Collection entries

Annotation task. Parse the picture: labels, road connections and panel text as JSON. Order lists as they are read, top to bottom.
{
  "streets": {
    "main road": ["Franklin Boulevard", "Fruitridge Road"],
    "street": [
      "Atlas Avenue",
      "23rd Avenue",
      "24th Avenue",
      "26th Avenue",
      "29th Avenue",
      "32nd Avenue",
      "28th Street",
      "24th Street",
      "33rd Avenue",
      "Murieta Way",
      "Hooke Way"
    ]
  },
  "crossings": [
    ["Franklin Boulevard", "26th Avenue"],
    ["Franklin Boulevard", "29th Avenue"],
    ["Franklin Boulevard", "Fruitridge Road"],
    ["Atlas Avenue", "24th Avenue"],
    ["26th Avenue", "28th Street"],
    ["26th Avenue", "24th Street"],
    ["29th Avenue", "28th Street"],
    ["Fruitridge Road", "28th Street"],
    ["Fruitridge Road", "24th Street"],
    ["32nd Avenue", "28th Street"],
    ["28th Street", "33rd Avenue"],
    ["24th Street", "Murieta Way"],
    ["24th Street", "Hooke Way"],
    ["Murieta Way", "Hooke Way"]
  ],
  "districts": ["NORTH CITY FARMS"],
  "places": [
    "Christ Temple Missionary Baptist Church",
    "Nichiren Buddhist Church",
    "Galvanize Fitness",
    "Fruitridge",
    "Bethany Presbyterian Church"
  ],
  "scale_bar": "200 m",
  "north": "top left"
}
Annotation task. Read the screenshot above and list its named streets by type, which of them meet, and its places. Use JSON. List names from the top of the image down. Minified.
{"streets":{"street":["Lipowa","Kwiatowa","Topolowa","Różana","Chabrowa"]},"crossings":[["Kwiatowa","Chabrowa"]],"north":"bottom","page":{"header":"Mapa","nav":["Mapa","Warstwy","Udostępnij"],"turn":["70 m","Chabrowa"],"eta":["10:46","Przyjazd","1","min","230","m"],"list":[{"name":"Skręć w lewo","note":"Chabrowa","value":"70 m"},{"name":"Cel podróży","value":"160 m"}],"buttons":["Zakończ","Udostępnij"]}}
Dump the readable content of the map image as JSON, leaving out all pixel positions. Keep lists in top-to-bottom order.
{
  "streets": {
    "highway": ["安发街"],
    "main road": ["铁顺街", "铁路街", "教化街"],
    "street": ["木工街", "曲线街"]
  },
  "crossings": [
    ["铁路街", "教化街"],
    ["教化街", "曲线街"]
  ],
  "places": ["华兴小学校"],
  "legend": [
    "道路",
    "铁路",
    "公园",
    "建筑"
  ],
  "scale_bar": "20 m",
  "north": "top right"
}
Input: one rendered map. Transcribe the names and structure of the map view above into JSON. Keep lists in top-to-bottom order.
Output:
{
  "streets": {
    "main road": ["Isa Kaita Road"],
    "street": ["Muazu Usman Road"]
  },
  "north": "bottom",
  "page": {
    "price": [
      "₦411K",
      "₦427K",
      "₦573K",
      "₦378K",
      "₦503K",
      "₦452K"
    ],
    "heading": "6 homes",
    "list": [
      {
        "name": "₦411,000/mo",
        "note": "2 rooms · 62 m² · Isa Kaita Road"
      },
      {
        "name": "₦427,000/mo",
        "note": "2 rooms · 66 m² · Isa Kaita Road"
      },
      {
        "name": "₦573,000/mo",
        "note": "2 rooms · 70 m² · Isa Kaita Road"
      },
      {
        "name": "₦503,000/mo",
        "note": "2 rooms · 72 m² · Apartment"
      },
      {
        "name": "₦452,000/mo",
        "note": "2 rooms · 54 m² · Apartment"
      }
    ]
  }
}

• **Work instructions**
Print precisely the lines from the one with "Input: one rendered" through the end of the data above, adding nothing.

• **Answer for this exercise**
Input: one rendered map. Transcribe the names and structure of the map view above into JSON. Keep lists in top-to-bottom order.
Output:
{
  "streets": {
    "main road": ["Isa Kaita Road"],
    "street": ["Muazu Usman Road"]
  },
  "north": "bottom",
  "page": {
    "price": [
      "₦411K",
      "₦427K",
      "₦573K",
      "₦378K",
      "₦503K",
      "₦452K"
    ],
    "heading": "6 homes",
    "list": [
      {
        "name": "₦411,000/mo",
        "note": "2 rooms · 62 m² · Isa Kaita Road"
      },
      {
        "name": "₦427,000/mo",
        "note": "2 rooms · 66 m² · Isa Kaita Road"
      },
      {
        "name": "₦573,000/mo",
        "note": "2 rooms · 70 m² · Isa Kaita Road"
      },
      {
        "name": "₦503,000/mo",
        "note": "2 rooms · 72 m² · Apartment"
      },
      {
        "name": "₦452,000/mo",
        "note": "2 rooms · 54 m² · Apartment"
      }
    ]
  }
}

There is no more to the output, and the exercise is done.